O título deste texto é uma dúvida que passa pela cabeça de muitas pessoas, incluindo nesse grupo Bàbáláwos. Isso mesmo, existem pessoas que tem dúvida do que Ifá é, mas ainda, tem Bàbáláwo que tem certeza de que não é religião.
Esse grupo de pessoas não consegue identificar a estrutura e prática de Ifá como religião e, talvez, devido ao aspecto universal de Ifá que pode ajudar a qualquer pessoa independente da religião dela, podem entender que isso transforma Ifá em uma ciência ou mesmo agnóstico.
Não é isso, Ifá é religião.
Este Blog não podia se furtar de entrar nessa discussão, é claro, e vamos aqui contribuir para que os Bàbáláwo encontrem o seu caminho. Não vou fazer nenhum texto denso e hermético, vou dar a abordagem mais simples possível. 
 
De um certo ponto de vista, entendo essa dúvida. Para pessoas não ligadas à religião Yorùbá, não é fácil reconhecer ou aceitar uma nova religião. É muito fácil ouvir por ai Babalorixás e Iyalorixás se referindo a religião delas como uma seita, é fácil ver Iyalorixás tradicionais da Bahia pertencendo a irmandades católicas e tomando bença para padres.
Em um ambiente onde temos uma religião muito bem organizada e influente na sociedade e, ao mesmo tempo, sacerdotes que não se reconhecem e se submetem a essa mesma religião, torna-se difícil esperar que pessoas laicas à religião a reconheçam como tal.
Neste mesmo contexto, temos ainda a herança dos bantu com videntes e feiticeiros que vendem favores possíveis e impossíveis da mais baixa ética para a sociedade que  avidamente procura soluções sem ética para assuntos imorais.

O microcosmo afro-brasileiro ainda é dominado pelo mercantilismo e a falta de religiosidade sincera. A teologia da prosperidade, característica das seitas neo-protestantes, sempre foi a tônica das pessoas que procuram cultos afro-brasileiros.
Mas esse panorama está mudando. Novos entrantes procuram a religião Yorùbá como uma religião de fato, trazem novos padrões éticos e não tem o foco no vil mercantilismo de trocas. A informação é mais fácil e acessível e pessoas descobrem que existe uma religião por trás da liturgia.

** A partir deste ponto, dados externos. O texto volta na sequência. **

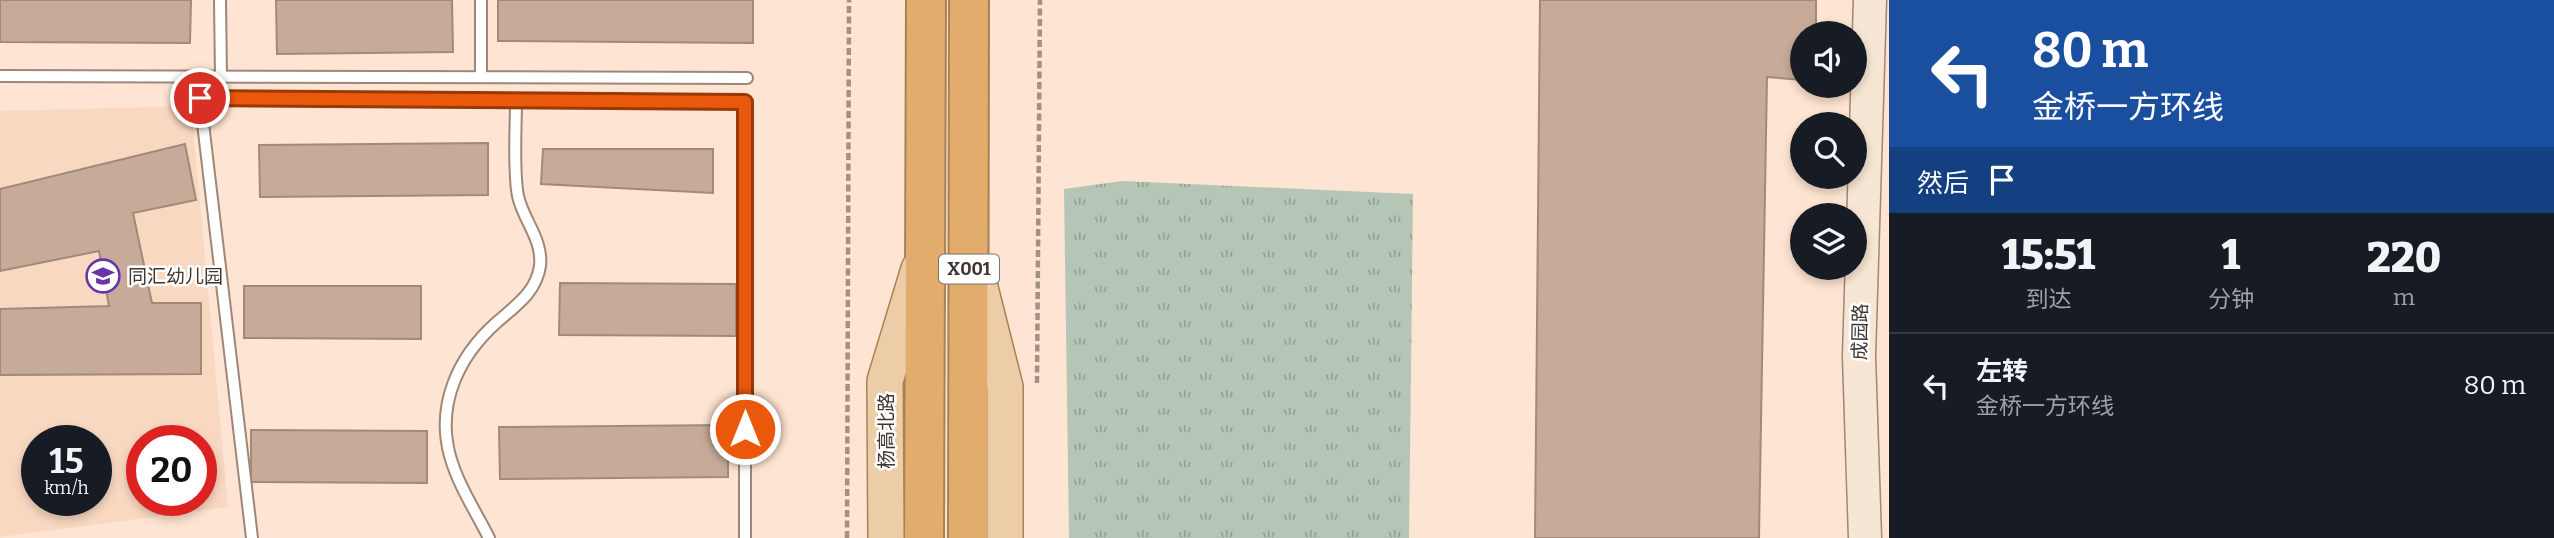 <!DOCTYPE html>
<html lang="zh">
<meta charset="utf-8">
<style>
body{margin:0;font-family:Bitter,"Noto Sans SC",serif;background:#20242c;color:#f1f3f6;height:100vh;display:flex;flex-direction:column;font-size:26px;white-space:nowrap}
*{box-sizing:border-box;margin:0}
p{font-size:23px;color:#9ea1a6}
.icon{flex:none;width:38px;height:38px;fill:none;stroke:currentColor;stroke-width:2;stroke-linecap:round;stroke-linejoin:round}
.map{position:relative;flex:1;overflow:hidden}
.drawer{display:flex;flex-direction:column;background:#171b24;width:665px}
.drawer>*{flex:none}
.top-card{background:#1a4fa0;color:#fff;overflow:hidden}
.fabs{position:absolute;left:1790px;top:21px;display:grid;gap:14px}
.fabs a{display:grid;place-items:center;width:77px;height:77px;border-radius:50%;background:#171b24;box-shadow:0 4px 10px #0003;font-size:35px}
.speed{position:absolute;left:21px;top:425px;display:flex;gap:14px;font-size:35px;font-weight:700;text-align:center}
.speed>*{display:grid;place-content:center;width:91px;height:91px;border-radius:50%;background:#171b24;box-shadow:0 4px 10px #0003;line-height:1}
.speed small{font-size:18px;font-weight:400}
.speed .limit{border:10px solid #d22;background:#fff;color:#111}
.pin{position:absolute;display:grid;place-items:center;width:60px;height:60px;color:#fff;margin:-30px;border:4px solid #fff;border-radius:50%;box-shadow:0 2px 7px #0007}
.me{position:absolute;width:77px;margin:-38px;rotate:0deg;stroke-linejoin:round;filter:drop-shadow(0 0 5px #0008)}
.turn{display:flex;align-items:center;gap:24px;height:147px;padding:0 28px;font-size:32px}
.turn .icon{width:91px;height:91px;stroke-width:2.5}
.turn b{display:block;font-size:49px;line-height:60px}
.then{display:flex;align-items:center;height:66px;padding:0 28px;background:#0003;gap:14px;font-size:26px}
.eta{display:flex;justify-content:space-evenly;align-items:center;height:119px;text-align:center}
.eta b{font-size:42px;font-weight:800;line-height:49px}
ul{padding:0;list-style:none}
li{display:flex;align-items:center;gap:21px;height:105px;padding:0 28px;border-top:2px solid #363941}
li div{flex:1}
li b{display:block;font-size:26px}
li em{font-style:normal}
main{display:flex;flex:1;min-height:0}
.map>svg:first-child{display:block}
.built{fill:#f9d8c1;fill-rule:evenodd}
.park{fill:url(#park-tufts)}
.building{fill:#c7ab98;stroke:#a18a79;stroke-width:2}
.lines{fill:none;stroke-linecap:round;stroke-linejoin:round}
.lane-casing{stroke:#9f8777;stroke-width:14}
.secondary-casing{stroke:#9f8777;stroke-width:35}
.primary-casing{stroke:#a88256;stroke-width:38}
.highway-casing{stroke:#a88256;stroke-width:42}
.path{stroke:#a39184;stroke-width:4.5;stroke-dasharray:7 3.5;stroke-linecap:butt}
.lane{stroke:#fff;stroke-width:10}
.secondary{stroke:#f6e6d3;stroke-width:32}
.primary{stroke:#edcda7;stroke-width:35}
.highway{stroke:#e1ac6c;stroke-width:38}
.route-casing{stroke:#983908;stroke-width:18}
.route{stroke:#ea580c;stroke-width:12}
.labels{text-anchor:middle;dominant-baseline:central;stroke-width:5;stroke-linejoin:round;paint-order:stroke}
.shield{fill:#fff;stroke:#79726d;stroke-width:2}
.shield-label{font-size:18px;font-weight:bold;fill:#3f352e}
.poi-label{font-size:19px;fill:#3f352e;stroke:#fff;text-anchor:start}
.street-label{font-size:19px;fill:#3f352e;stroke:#fff}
</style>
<main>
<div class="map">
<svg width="1889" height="538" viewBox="0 0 1889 538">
<defs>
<pattern id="park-tufts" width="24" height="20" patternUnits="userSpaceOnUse" patternTransform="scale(1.75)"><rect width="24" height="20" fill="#b5c6b6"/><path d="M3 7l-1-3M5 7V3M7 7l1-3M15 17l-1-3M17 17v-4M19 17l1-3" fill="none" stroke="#95a294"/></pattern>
</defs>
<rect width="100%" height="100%" fill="#fee4d2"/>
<path class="built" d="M191 106 228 507 0 537V111ZM37 441H96V500H37ZM142 441H201V500H142Z"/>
<path class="park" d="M1122 181 1413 194 1409 538H1069L1064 189Z"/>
<path class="building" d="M0 0H191L190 43 0 42Z
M276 0H452L453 52 277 54Z
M498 0H753V43L498 41Z
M1540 0H1816V33H1802V80L1767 77 1759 538H1535Z
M488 143V195L260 197 259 145Z
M185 144 196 200 133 213 152 303H201V374L0 375V309L109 306 99 251 0 271V189Z
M543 149H713V193L541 184Z
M560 283 736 284V336L559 335Z
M244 286H421V339L244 338Z
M728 425V477L500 479 499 427Z
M251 430 427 431V483L251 482Z"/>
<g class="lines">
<defs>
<path id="lane" d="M220 0 221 77
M481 0V77
M0 76 747 78
M252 538 200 98 745 102V538
M489 538C476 512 458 485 450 456 436 405 458 357 496 323 515 306 536 293 540 266 543 239 523 220 518 196 513 171 516 127 516 100"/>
<path id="secondary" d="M1865 538 1859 356 1870 0"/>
<path id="primary" d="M976 272 1005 387V538
M886 538 885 381 919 269"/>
<path id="highway" d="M924 538 926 0
M968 538 969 0"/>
</defs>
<use href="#lane" class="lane-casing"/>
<use href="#secondary" class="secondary-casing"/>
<use href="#primary" class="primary-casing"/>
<use href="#highway" class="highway-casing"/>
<path class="path" d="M1037 383 1040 0
M847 538 849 0"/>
<use href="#lane" class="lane"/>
<use href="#secondary" class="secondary"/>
<use href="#primary" class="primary"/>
<use href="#highway" class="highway"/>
</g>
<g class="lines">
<defs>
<path id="route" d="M200 98 745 102V429"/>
</defs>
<use href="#route" class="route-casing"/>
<use href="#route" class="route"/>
</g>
<defs>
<symbol id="school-ring" viewBox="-11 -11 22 22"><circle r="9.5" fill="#fff" stroke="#6934aa" stroke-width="1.5"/><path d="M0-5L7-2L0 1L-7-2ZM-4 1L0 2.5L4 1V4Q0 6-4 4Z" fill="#6934aa"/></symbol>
</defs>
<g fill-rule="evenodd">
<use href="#school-ring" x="84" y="257" width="38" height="38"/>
</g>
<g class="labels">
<rect class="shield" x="939" y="254.5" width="60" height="29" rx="5"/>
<g class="shield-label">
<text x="969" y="269">X001</text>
</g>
<g class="poi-label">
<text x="128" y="276">同汇幼儿园</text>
</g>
<g class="street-label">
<text transform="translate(1860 332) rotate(-89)">成园路</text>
<text transform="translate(886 431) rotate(-90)">杨高北路</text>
</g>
</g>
</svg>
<div class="fabs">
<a><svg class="icon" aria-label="sound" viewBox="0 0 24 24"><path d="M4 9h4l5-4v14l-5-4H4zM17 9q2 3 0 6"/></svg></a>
<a><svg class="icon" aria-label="search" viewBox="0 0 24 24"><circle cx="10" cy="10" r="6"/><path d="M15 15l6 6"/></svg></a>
<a><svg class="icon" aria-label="layers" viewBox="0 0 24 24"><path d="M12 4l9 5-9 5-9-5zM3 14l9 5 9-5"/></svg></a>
</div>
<div class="speed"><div>15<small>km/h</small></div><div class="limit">20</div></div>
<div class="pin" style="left:200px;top:98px;background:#d93025"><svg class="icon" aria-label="arrive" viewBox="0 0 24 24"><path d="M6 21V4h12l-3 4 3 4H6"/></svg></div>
<svg class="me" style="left:745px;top:429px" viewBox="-20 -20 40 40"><circle r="17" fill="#ea580c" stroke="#fff" stroke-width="3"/><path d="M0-11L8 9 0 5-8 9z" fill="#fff"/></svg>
</div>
<section class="drawer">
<div class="top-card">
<div class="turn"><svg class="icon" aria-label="left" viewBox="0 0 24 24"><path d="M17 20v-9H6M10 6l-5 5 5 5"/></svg><div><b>80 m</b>金桥一方环线</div></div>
<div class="then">然后<svg class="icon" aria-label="arrive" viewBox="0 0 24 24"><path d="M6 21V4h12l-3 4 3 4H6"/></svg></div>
</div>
<div class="eta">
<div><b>15:51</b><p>到达</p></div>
<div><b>1</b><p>分钟</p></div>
<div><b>220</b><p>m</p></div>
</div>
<ul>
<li><svg class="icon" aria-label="left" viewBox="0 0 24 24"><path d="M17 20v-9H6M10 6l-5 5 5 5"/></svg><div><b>左转</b><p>金桥一方环线</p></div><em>80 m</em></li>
</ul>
</section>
</main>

Claro que ainda vamos ter o grupo inicial, este que dominou a cena até agora e que contribuiu para espalhar a visão de que é uma religião desprovida de caráter e moral (para entender o que eu digo aqui, antes de me criticar, sugiro ler o livro, Candomblés de São Paulo de Reginaldo Prandi, pode ser baixado em forma de PDF gratuitamente). Mais uma vez repito, herança de miseráveis, gente que precisava de enganar outros para viver e da prática Bantu do baixo espiritismo. Muito mudou e ainda vai mudar, mas ainda temos um bom caminho à frente.

Não me crucifiquem por dizer isso. Todo mundo sabe que é isso. 
 
Claro que existem boas pessoas e lugares decentes. Não estou dizendo que todo mundo é ruim e não presta, estou dizendo apenas que existe essa divisão e que o lado ruim (na minha opinião claro, porque pode ter gente que acha isso normal), é muito visível.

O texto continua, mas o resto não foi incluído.